• _About this task_: Print exactly the lines below between the line holding "M221 0H222L220 20 219 14Z" and the line holding "M491 0H510L517 14V18L499 19Z", inclusive, and nothing more.

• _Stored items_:
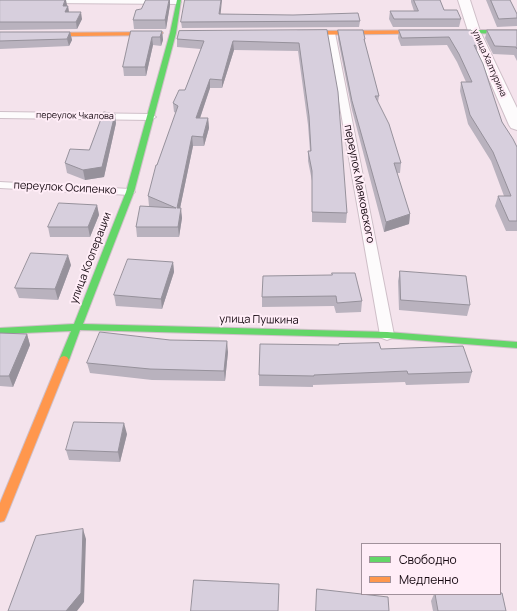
<!DOCTYPE html>
<html>
<head>
<meta charset="utf-8">
<style>
	body { margin:0 }
	#map { position:relative; width:517px; height:611px; overflow:hidden; background:#f4e3ec; font-family:Manrope,sans-serif }
	canvas { display:block }
	.legend { position:absolute; left:361px; top:543px; width:140px; height:52px; box-sizing:border-box; background:#ffedf7; border:1px solid #a1919b; margin:0; padding:5px 7px; list-style:none; font-size:12px; color:#150810 }
	.legend li { display:flex; align-items:center; gap:8px; height:20px }
	.legend b { width:20px; border:1px solid #a1919b }
</style>
</head>
<body>
<div id="map">
<canvas width="517" height="611"></canvas>
<ul class="legend">
<li><b style="height:5px;background:#63d668"></b>Свободно</li>
<li><b style="height:5px;background:#ff974d"></b>Медленно</li>
</ul>
</div>
<script>
const c = document.querySelector('canvas').getContext('2d');
c.lineJoin = 'round';
function stroke(path, color, width, dash) { c.strokeStyle = color; c.lineWidth = width; c.lineCap = dash ? 'butt' : 'round'; c.setLineDash(dash || []); c.stroke(path); }
function paint(path, color) { c.fillStyle = color; c.fill(path, 'evenodd'); }
function drawText(font, color, halo, rows, align = 'center') {
  c.font = font + ' Manrope,sans-serif'; c.lineWidth = 4; c.setLineDash([]); c.textBaseline = 'middle'; c.strokeStyle = halo; c.fillStyle = color; for (const [text, x, y, turn = 0] of rows) {
    c.save(); c.translate(x, y); c.rotate((+turn || 0) * Math.PI / 180); c.textAlign = isNaN(turn) ? turn : align; if (halo) c.strokeText(text, 0, 0); c.fillText(text, 0, 0); c.restore();
  }
}
const lane = new Path2D(`
	M47 0H178L181 2 178 4 50 3 48 2Z
	M328 31H334L335 33 394 335 392 338 387 340 382 338 380 335 327 33Z
	M0 112 151 114 156 117 151 120 0 118Z
	M0 182 130 189 135 192 130 195 0 188Z`);
const street = new Path2D(`
	M458 0H470L480 31 517 108V130L511 128 509 125 468 31Z`);
const fast = new Path2D(`
	M177 0H181L176 33 134 192 83 324 387 332 517 342V348L387 338 80 330 69 360 67 363H61L59 360 71 331 0 334V328L74 324 126 192 170 33Z
	M465 30H517V34L463 33 462 32Z`);
const slow = new Path2D(`
	M465 30 468 32 467 33 298 35 295 33 298 31Z
	M162 32 163 33 160 35 0 37V33Z
	M64 356 67 357 69 360 6 517 4 521 0 522V503L59 360 61 357Z`);
const wall = new Path2D(`
	M0 0 67 5V6H68L69 12 82 19 77 29 0 30Z
	M411 0H440L444 10 461 19 459 27H393L389 19 390 11H414L411 2Z
	M486 0H510L517 14V26L497 27Z
	M170 5 166 29H134L133 20Z
	M220 14 360 21 359 27 182 28 181 22Z
	M327 30 347 213 346 223 312 222V181L308 161V151H310L308 125 298 51 234 50 222 88H210L200 118H208L209 128 204 146H193L180 208 182 218 179 237H137L136 227 151 207 149 206 148 196 157 165 176 113 174 112 173 103 185 90 201 49 177 47V39Z
	M338 30 365 39V43L379 96 378 102 401 163 400 173H397L410 214 409 224 384 232 352 110 338 39Z
	M399 30H471L478 46 477 51 502 122 517 147V231H506L495 206 498 196H504L491 161 468 124 460 91 461 82H466L457 62 447 45 401 46 398 38Z
	M487 30H517V61L514 55 493 54 485 38Z
	M131 31H162L163 40 161 46 153 45 146 76H124L123 67Z
	M0 32H70L72 40 69 46 0 49Z
	M116 123 104 177 85 180 67 173 65 163 89 150Z
	M97 205 99 215 90 237H50L48 227Z
	M173 262 174 272 162 309 116 306 114 295Z
	M71 265 58 300 19 298 15 288Z
	M400 271 470 305 467 316 399 310 398 281Z
	M332 273 362 301 361 312 336 313 334 306 262 307V297L332 275Z
	M0 333 27 334 30 345 13 387 0 386Z
	M381 349 472 372 469 383 406 385 405 382 313 385V387L259 386V375Z
	M228 352 225 381 152 380 90 373 87 363Z
	M127 434 120 462 69 460 66 450Z
	M317 589 389 611H316Z
	M434 594H500L506 611H433L431 601Z`);
const shadedWall = new Path2D(`
	M65 0H66L67 5 65 11 68 6 69 13 66 19 63 6Z
	M169 0H170V5L166 29 165 20Z
	M221 0H222L220 20 219 14Z
	M81 12 82 19 77 29 76 22Z
	M162 31 163 40 161 46 160 37Z
	M70 32 72 40 69 46 67 39Z
	M152 37 153 45 146 76 145 67Z
	M233 41 234 50 222 88V80Z
	M210 79V88L197 127 196 118Z
	M115 114 116 123 104 177 85 180 83 170Z
	M208 118 209 128 204 146 203 137Z
	M192 136 193 146 178 218 177 208Z
	M97 205 99 215 90 237 88 227Z
	M181 208 182 218 179 237 178 227Z
	M410 214 409 224 384 232 386 222Z
	M68 255 71 265 58 300 55 289Z
	M173 262 174 272 162 309 161 299Z
	M27 334 30 345 13 387 9 376Z
	M227 341 228 352 225 381 224 371Z
	M124 423 127 434 120 462 118 452Z
	M83 529 86 539 84 602 77 611H66Z`);
const building = new Path2D(`
	M0 0H65L63 6H68L65 12H81L76 22H0Z
	M146 0H169L165 20H133L136 10 141 9Z
	M185 0H221L219 14 293 15 358 13 360 21 181 22Z
	M414 0H440L444 10H457L461 19H394L390 11H418Z
	M491 0H510L517 14V18L499 19Z
	M327 30 338 92 347 213 312 212V171L308 151H311L309 116 299 43 233 41 222 80 210 79 196 118H208L203 137 192 136 177 208H181L178 227H136L140 206 176 208 148 196 156 165H157L178 106 173 103 179 90H185L204 41 177 39 179 31Z
	M338 30H363L365 39H364L379 96H375L389 124 401 163H394L410 214 386 222 352 101Z
	M399 30H471L478 46 474 45 483 64 502 122 513 139 517 147V221H509L498 196H511L493 152 470 115 461 82H472L459 54 449 37 402 38Z
	M487 30H517V49L516 47 495 46Z
	M131 31H162L160 37H152L145 67H123Z
	M0 32H70L67 39 0 41Z
	M104 112 115 114 102 167 83 170 65 163 70 149 89 150Z
	M59 203 97 205 88 227H48Z
	M31 253 68 255 55 289 15 288Z
	M128 259 173 262 161 299 114 295Z
	M400 271 466 276 470 305 401 300Z
	M332 273H355L362 301 337 303 336 296 262 297 263 276 332 275Z
	M100 332 170 340 227 341 224 371 150 369 87 363Z
	M0 333 27 334 9 376H0Z
	M379 343 381 349 463 346 472 372 408 374 407 371 314 375V376L259 375 260 344 339 345V344Z
	M74 422 124 423 118 452 66 450Z
	M83 529 81 593 66 611H8L36 536Z
	M194 580 279 584 278 611H191Z
	M317 589 388 597 389 611H316Z
	M500 593H502L506 611H438L435 594H500Z`);
const farStreetnames = [
	["улица Халтурина",489,63,66],
	["переулок Чкалова",75,116,1]
];
const streetNames = [
	["переулок Маяковского",359,184,79],
	["переулок Осипенко",65,188,3],
	["улица Кооперации",91,258,-69],
	["улица Пушкина",259,320,1]
];
stroke(lane, '#cfbfc8', 2);
stroke(street, '#cfbfc8', 2);
stroke(fast, '#cfbfc8', 2);
stroke(slow, '#cfbfc8', 2);
paint(lane, '#fdfbfc');
paint(street, '#fdfbfc');
paint(fast, '#63d668');
paint(slow, '#ff974d');
paint(wall, '#b9b2be');
paint(shadedWall, '#96919b');
paint(building, '#d7cfdd');
stroke(building, '#96919b', 1);
drawText('9px', '#150810', '#ffedf7', farStreetnames);
drawText('11px', '#150810', '#ffedf7', streetNames);
</script>
</body>
</html>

• _Output_:
	M221 0H222L220 20 219 14Z
	M81 12 82 19 77 29 76 22Z
	M162 31 163 40 161 46 160 37Z
	M70 32 72 40 69 46 67 39Z
	M152 37 153 45 146 76 145 67Z
	M233 41 234 50 222 88V80Z
	M210 79V88L197 127 196 118Z
	M115 114 116 123 104 177 85 180 83 170Z
	M208 118 209 128 204 146 203 137Z
	M192 136 193 146 178 218 177 208Z
	M97 205 99 215 90 237 88 227Z
	M181 208 182 218 179 237 178 227Z
	M410 214 409 224 384 232 386 222Z
	M68 255 71 265 58 300 55 289Z
	M173 262 174 272 162 309 161 299Z
	M27 334 30 345 13 387 9 376Z
	M227 341 228 352 225 381 224 371Z
	M124 423 127 434 120 462 118 452Z
	M83 529 86 539 84 602 77 611H66Z`);
const building = new Path2D(`
	M0 0H65L63 6H68L65 12H81L76 22H0Z
	M146 0H169L165 20H133L136 10 141 9Z
	M185 0H221L219 14 293 15 358 13 360 21 181 22Z
	M414 0H440L444 10H457L461 19H394L390 11H418Z
	M491 0H510L517 14V18L499 19Z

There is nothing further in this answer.